Synergy of semiconductor components of non-covalent functionalized (PdS doped)-G CdS NPs composite provide efficient photocatalytic water reduction under visible light

Abstract

A new composite based on a few-layered pristine graphene, G, was prepared under mild conditions by adsorption of a functionalized pyrimidine derivative, Tren, followed by sequential precipitation of PdS and CdS NPs. The composite G-Tren-PdS-CdS showed high photocatalytic activity in water reduction providing a constant average H2 production of 2.3 mmol·g−1·h−1 during 24 h, which exceded 18.9 times that of the bare CdS. Structural analyses of the fresh and used phocatalyst revealed high robustness of the material. A systhematic study of the structure and optical properties of the materials revealed the pyrimidine-G moiety, G-Tren, behaves as a semiconductor with a band gap which can be finelly tuned through the control of the amount of adsorbed pyrimidine. The study also allowed to propose a reliable mechanism for the photocatalytic process.

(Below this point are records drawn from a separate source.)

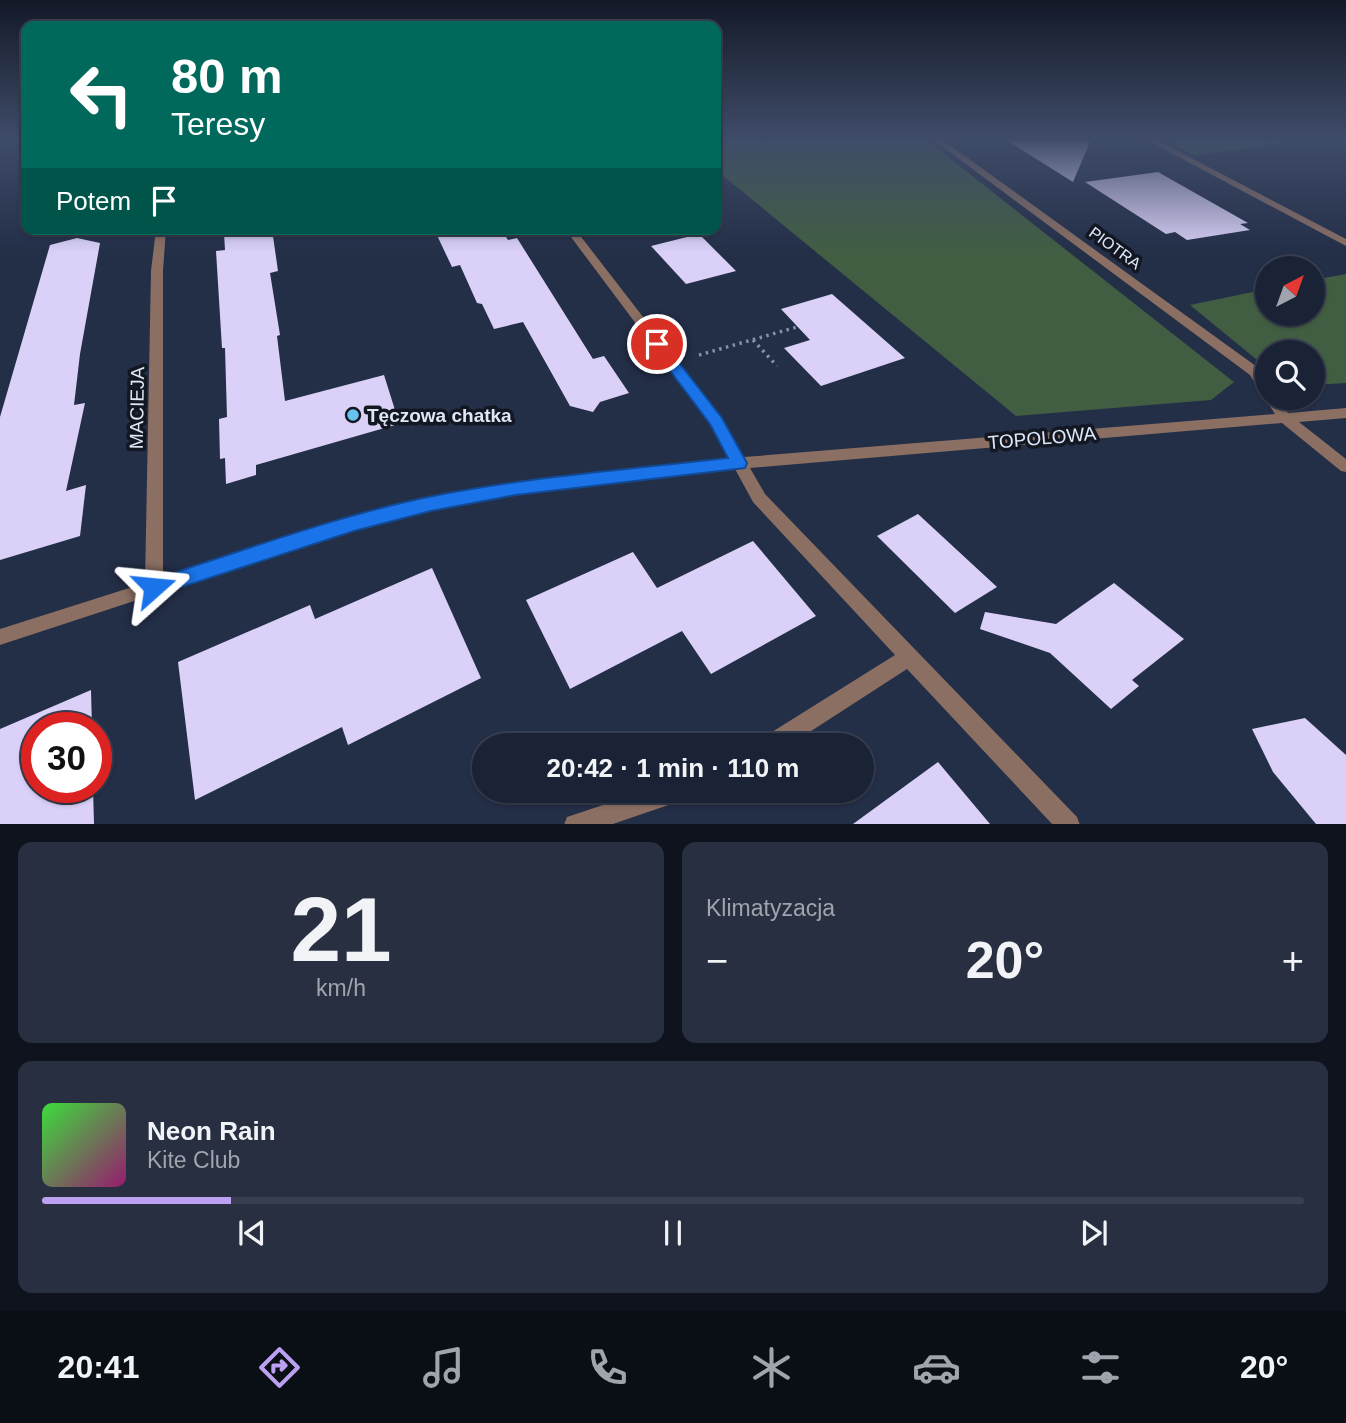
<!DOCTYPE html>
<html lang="pl">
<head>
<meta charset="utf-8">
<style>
	:root { --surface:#1a2235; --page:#272f41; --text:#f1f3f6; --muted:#9fa4ad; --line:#383f50; --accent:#bca0f2 }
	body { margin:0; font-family:Helvetica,sans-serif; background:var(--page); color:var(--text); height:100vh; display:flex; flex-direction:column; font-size:26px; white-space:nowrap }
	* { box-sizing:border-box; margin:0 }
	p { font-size:23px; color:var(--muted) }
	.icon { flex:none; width:38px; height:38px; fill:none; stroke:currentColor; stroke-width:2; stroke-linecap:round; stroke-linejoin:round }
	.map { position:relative; height:824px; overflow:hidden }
	.drawer { display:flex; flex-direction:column; gap:18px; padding:18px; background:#0e131d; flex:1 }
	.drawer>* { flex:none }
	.banner { position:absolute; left:21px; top:21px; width:700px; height:214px; border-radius:14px; box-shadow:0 2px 5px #0004,0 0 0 2px var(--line); background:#00695c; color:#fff; overflow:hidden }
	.needle { width:46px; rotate:41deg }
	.buttons { position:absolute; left:1255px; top:256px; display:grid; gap:14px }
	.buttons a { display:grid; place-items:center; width:70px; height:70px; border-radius:50%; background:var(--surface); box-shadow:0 2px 5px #0004,0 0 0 2px var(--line); font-size:35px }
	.speed { position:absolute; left:21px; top:712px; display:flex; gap:14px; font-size:35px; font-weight:700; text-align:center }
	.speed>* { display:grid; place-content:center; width:91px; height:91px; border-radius:50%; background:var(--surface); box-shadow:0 2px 5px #0004,0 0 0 2px var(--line); line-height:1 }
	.speed .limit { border:10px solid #d22; background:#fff; color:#111 }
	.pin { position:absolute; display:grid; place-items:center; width:60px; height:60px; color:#fff; margin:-30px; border:4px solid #fff; border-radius:50%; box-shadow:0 2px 7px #0007 }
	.me { position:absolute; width:77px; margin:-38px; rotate:72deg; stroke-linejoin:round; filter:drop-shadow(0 0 5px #0008) }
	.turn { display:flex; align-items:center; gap:24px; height:147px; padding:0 35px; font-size:32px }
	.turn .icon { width:91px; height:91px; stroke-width:2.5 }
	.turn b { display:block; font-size:49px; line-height:60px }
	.then { display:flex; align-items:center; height:66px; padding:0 35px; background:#0003; gap:14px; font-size:26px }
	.big { font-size:52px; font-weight:600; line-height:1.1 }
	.drawer .widget { flex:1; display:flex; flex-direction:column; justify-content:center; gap:10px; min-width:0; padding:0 24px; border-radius:14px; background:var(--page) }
	.drawer .dial { align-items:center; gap:0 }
	.dial b { font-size:91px; line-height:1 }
	.song { display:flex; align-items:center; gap:21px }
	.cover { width:84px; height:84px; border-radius:10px; background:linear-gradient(135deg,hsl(120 70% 55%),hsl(320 70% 35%)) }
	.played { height:7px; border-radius:4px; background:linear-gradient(90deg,var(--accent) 15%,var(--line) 15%) }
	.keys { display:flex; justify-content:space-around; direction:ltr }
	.heat { display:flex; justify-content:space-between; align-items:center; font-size:38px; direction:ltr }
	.drawer .tiles { flex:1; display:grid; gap:18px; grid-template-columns:1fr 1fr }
	.widget:last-child { grid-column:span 2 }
	.trip { position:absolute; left:472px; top:733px; width:402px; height:70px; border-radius:35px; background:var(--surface); box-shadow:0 2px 5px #0004,0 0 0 2px var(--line); font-weight:600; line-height:70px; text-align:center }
	.menu { display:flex; height:112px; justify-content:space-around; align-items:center; background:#0a0e15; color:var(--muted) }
	.menu .icon { width:49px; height:49px }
	.menu .current { color:var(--accent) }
	.menu b { font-size:32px; color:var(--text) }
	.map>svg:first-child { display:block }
	.green { fill:#415e42 }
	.building { fill:#dbd1f8 }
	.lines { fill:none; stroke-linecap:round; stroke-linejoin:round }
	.path { stroke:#8791a5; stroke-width:3.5; stroke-dasharray:2.5 4.5; stroke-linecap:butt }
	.minor { fill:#8b6f63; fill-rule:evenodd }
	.route { fill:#1a73e8; stroke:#114b97; stroke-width:2 }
	.poi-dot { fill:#69c3f1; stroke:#121722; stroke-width:2.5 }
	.labels { text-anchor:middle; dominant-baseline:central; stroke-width:7; stroke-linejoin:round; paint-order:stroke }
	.far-street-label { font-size:16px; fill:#dfe7f7; stroke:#121722 }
	.street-label { font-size:19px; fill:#dfe7f7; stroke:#121722 }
	.poi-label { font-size:19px; font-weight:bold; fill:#dfe7f7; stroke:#121722; text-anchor:start }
</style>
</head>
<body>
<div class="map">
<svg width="1346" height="825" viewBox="0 0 1346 825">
	<rect width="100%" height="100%" fill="#232e47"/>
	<g class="green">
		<path d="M 716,138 L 924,138 L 1234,382 L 1211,400 L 1016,416 L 716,170 Z"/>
		<path d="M 1161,138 L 1334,138 L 1194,155 Z"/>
		<path d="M 1346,274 L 1346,383 L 1313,385 L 1312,352 L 1267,352 L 1267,368 L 1190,305 L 1267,289 L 1267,313 L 1312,313 L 1313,280 Z"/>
	</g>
	<g class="building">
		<path d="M 1003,138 L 1069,138 L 1090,142 L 1073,182 Z"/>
		<path d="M 1158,172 L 1248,223 L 1240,224 L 1250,230 L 1187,240 L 1175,232 L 1166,234 L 1085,182 Z"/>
		<path d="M 245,229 L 272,229 L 278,271 L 270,273 L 280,335 L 277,336 L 285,401 L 384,375 L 395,410 L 391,411 L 395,425 L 256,465 L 256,475 L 226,484 L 225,458 L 220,459 L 219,419 L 227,417 L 225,348 L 222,348 L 216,251 L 225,250 L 224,233 Z"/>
		<path d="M 434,229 L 501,229 L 508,240 L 517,238 L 593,359 L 604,356 L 629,393 L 600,402 L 593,412 L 570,406 L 523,322 L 494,329 L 482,304 L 477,303 L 460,265 L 452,267 Z"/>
		<path d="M 699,234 L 736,271 L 686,284 L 651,246 Z"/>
		<path d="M 77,238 L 100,243 L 80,354 L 74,405 L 85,403 L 66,491 L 86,485 L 80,536 L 0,560 L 0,417 L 50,245 Z"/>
		<path d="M 832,294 L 905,358 L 821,386 L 784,348 L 810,340 L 781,309 Z"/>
		<path d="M 918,514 L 997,587 L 955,613 L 877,536 Z"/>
		<path d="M 753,541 L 816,616 L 711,674 L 682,631 L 570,689 L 526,600 L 633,552 L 657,588 Z"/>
		<path d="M 432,568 L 481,678 L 348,745 L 342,727 L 195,800 L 178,662 L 310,605 L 315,619 Z"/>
		<path d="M 1114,583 L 1184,639 L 1132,680 L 1139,686 L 1111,709 L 1050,653 L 980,629 L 985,612 L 1056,624 Z"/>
		<path d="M 91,690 L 92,728 L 37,728 L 37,788 L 93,788 L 94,824 L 0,824 L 0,729 Z"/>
		<path d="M 1305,718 L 1346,755 L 1346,824 L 1316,824 L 1273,772 L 1252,729 Z"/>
		<path d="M 938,762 L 990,824 L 853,824 Z"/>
	</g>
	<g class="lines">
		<g class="path">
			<path d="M 753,340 L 777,366"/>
			<path d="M 699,355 L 797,327"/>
		</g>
		<g class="minor">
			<path d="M 931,138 L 940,138 L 1260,369 L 1267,380 L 1267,397 L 1278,397 L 1288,413 L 1346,408 L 1346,418 L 1299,422 L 1346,459 L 1346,472 L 1341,471 L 1282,423 L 750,468 L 765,494 L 1077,817 L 1080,825 L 1053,825 L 907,669 L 788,746 L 758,746 L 761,739 L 895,655 L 753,502 L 735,469 L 516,494 L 431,510 L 353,529 L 0,645 L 0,629 L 145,583 L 151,271 L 156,229 L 166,229 L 163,271 L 163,577 C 251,549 338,519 429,499 C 527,476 629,470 730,459 L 711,424 L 565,229 L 575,229 L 722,419 L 744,457 L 1275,414 L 1264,397 L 1265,395 L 1262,394 L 1250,375 Z"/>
			<path d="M 1143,138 L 1153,138 L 1346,239 L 1346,246 Z"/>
			<path d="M 645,791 L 689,791 L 686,799 L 610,825 L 564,825 L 567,817 Z"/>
		</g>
	</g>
	<linearGradient id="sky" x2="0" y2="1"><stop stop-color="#131927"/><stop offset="0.55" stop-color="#3f4c69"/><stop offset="1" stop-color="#3f4c69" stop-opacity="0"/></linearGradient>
	<rect width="1346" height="253" fill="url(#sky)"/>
	<path class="route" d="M 657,340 L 662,341 L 722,418 L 747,463 L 745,468 L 516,495 L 431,511 L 354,531 L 154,596 L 147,593 L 144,587 L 147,581 L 154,579 C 246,550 339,515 433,496 C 530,477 629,469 728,458 L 710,424 L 650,344 Z"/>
	<circle class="poi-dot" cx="353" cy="415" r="7"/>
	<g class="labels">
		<g class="far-street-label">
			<text transform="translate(1115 248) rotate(36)">PIOTRA</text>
		</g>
		<g class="street-label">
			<text transform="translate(137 408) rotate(-89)">MACIEJA</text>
			<text transform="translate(1042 438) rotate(-5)">TOPOLOWA</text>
		</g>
		<g class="poi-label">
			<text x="367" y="415">Tęczowa chatka</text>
		</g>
	</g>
</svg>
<div class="buttons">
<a><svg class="needle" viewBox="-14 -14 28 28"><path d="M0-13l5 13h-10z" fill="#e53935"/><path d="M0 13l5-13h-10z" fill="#9fa4ad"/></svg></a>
<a><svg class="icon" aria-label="search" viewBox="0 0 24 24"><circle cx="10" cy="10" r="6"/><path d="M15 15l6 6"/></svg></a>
</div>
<div class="speed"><div class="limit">30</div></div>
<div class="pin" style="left:657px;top:344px;background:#d93025"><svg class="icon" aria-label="arrive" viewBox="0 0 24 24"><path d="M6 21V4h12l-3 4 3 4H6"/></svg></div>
<svg class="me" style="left:154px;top:587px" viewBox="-20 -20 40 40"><path d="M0-17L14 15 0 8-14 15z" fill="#1a73e8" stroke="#fff" stroke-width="4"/></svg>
<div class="trip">20:42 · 1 min · 110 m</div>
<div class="banner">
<div class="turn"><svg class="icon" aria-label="left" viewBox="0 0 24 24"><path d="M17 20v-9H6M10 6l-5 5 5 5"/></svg><div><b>80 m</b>Teresy</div></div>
<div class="then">Potem<svg class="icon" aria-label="arrive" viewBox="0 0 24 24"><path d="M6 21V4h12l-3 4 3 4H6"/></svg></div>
</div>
</div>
<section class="drawer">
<div class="tiles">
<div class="widget dial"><b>21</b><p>km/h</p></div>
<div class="widget"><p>Klimatyzacja</p>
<div class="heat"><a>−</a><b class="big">20°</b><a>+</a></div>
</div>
<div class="widget">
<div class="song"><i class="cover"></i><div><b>Neon Rain</b><p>Kite Club</p></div></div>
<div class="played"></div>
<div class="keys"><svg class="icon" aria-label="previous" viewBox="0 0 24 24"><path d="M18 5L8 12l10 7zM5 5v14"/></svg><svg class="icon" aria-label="pause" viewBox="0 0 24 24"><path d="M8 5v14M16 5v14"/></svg><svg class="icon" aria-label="next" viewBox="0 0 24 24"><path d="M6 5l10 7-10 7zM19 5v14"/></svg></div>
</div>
</div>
</section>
<nav class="menu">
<b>20:41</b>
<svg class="icon current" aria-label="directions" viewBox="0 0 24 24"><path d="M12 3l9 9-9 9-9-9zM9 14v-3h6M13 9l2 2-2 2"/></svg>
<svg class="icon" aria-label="music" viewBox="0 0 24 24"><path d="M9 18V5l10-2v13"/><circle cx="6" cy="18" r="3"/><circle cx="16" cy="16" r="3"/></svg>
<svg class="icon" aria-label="phone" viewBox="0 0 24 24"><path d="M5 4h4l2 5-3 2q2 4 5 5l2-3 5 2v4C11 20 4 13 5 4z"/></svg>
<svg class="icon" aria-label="climate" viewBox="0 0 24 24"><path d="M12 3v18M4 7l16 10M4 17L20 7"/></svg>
<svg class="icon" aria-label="car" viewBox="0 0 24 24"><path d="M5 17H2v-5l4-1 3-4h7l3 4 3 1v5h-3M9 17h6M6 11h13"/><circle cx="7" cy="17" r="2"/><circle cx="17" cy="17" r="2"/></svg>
<svg class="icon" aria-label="filters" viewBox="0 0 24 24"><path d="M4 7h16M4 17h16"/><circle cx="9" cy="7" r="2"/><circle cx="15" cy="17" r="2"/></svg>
<b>20°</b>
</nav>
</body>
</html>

The excellent performance of the photocatalyst, in which CdS acts as electron provider for the hydrogen reduction and PdS and G-Tren moieties as cocatalysts, is attributed mainly to the complementary of the ranges of visible light absorption of the components, G-Tren, CdS and PdS, and to the possible role played by the arene basic centers provided by the unaltered π-conjugated structure of G, as reduction active sites.